They usually have a contemporary and a traditional service, but this morning was a single blended service before a church-wide meeting to vote on new leadership. Today was World(wide) Communion Sunday--a gift from Pittsburgh Presbyterians to the rest of the Church--but the liturgy little reflected it, except that the theme was the Holy Spirit at Pentecost. We realized it was the first worship service we had attended yet with a praise band, which I liked.
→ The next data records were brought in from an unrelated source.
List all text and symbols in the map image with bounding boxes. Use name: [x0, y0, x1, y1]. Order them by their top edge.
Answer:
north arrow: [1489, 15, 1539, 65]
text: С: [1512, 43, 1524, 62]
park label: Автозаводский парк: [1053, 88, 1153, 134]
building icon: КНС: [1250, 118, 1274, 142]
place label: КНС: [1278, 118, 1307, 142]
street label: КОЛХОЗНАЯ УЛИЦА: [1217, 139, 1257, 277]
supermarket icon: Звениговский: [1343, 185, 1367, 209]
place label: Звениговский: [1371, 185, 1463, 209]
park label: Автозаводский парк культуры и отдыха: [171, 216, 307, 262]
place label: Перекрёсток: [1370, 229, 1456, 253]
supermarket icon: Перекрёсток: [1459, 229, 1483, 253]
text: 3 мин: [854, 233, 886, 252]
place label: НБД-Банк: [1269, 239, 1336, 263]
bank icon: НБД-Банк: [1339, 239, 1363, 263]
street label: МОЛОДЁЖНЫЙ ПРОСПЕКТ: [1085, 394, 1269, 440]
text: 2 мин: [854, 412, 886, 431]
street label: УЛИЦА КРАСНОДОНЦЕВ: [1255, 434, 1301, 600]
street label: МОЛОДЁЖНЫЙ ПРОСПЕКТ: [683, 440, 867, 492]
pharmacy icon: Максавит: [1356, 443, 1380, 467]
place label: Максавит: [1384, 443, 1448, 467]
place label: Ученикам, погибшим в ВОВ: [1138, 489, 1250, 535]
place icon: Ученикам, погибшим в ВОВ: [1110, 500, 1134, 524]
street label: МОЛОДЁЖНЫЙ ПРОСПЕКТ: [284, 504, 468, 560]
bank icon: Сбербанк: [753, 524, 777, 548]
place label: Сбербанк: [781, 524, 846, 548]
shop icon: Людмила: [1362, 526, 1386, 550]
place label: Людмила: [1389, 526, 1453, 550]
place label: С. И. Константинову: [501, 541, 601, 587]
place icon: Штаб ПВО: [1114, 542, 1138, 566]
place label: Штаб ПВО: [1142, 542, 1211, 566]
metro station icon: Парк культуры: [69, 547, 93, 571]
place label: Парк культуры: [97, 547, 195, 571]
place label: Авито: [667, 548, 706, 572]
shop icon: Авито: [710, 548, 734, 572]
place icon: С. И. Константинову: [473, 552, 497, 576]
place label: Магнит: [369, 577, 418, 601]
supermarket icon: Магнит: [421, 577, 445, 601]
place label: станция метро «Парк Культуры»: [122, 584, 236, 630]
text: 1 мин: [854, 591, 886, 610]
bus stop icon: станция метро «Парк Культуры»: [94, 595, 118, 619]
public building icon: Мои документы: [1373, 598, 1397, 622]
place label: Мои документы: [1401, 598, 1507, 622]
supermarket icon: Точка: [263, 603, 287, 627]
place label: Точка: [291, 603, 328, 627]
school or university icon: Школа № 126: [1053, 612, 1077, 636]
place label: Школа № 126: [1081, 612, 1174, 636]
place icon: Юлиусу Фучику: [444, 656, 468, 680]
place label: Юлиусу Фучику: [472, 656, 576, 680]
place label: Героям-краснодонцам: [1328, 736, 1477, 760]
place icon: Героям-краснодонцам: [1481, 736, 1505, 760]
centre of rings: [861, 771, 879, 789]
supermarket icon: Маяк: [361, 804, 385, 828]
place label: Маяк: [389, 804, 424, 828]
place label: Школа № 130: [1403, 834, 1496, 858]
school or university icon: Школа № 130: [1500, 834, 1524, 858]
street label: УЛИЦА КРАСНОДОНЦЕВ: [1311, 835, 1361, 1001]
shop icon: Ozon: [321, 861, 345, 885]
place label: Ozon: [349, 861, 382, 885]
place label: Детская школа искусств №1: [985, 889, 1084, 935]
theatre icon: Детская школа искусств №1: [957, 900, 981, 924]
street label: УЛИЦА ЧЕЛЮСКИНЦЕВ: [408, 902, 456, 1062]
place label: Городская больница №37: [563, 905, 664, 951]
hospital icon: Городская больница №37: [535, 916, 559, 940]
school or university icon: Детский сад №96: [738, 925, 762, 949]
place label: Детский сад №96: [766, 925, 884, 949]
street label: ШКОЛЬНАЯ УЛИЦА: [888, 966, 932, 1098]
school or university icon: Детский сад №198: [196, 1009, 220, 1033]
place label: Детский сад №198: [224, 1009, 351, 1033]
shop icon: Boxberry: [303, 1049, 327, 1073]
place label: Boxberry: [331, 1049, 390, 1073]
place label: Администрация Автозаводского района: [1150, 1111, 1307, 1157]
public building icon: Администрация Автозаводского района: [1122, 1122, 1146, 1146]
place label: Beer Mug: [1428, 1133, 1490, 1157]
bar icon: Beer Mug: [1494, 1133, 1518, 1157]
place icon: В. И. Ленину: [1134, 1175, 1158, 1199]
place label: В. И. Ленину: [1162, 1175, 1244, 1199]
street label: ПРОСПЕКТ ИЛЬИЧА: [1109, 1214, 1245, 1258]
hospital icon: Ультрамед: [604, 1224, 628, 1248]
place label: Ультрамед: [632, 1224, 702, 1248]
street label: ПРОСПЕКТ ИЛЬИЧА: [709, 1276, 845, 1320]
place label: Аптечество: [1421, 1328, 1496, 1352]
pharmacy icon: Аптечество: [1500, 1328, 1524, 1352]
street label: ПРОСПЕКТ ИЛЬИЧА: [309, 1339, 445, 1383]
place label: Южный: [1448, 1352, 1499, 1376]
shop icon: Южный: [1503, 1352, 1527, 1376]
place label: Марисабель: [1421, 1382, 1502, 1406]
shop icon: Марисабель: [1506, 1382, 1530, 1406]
Afterwards we tramped up and down the hillside through the wet leaves, looking at the tombstones. We speculated about family relationships and causes of death, given the sex, age, and death year: toddler cousins who died of measles in the 1870s? A young man who succumbed after a farming accident in the 1830s? A middle-aged man who suffered a heart attack in the 1960s? Then there was the woman who had lost two children in infancy and whose third baby died a few months after she did. The husband/father was a minister. Speaking of which, what was John Wesley Somebody-or-Other doing buried in this Presbyterian churchyard?
The Beulah Cemetery has the largest collection of graves of Revolutionary War soldiers in Allegheny County. All the veterans' graves were marked with medallions and American flags. Here is the dual gravestone for "Elisabeth, wife of John Hughey, daughter of Robert King of Lancaster Co., PA, born Mar[ch] 10, 1753, died July 29, 1838, and John Hughey, son of Joseph Hughey of Lancaster Co., PA, born Jan. 31, 1752, died May 2, 1837, a soldier of the American Revolution."
Some of the gravestones are shiny and new, while others are small and so worn from the elements as to be illegible. I wondered about the efficacy of putting a "permanent" marker over a grave. DH opined that they probably last as long as necessary for those who care to remember.
Some cemeteries that are continuing to be maintained replace old, or badly damaged markers.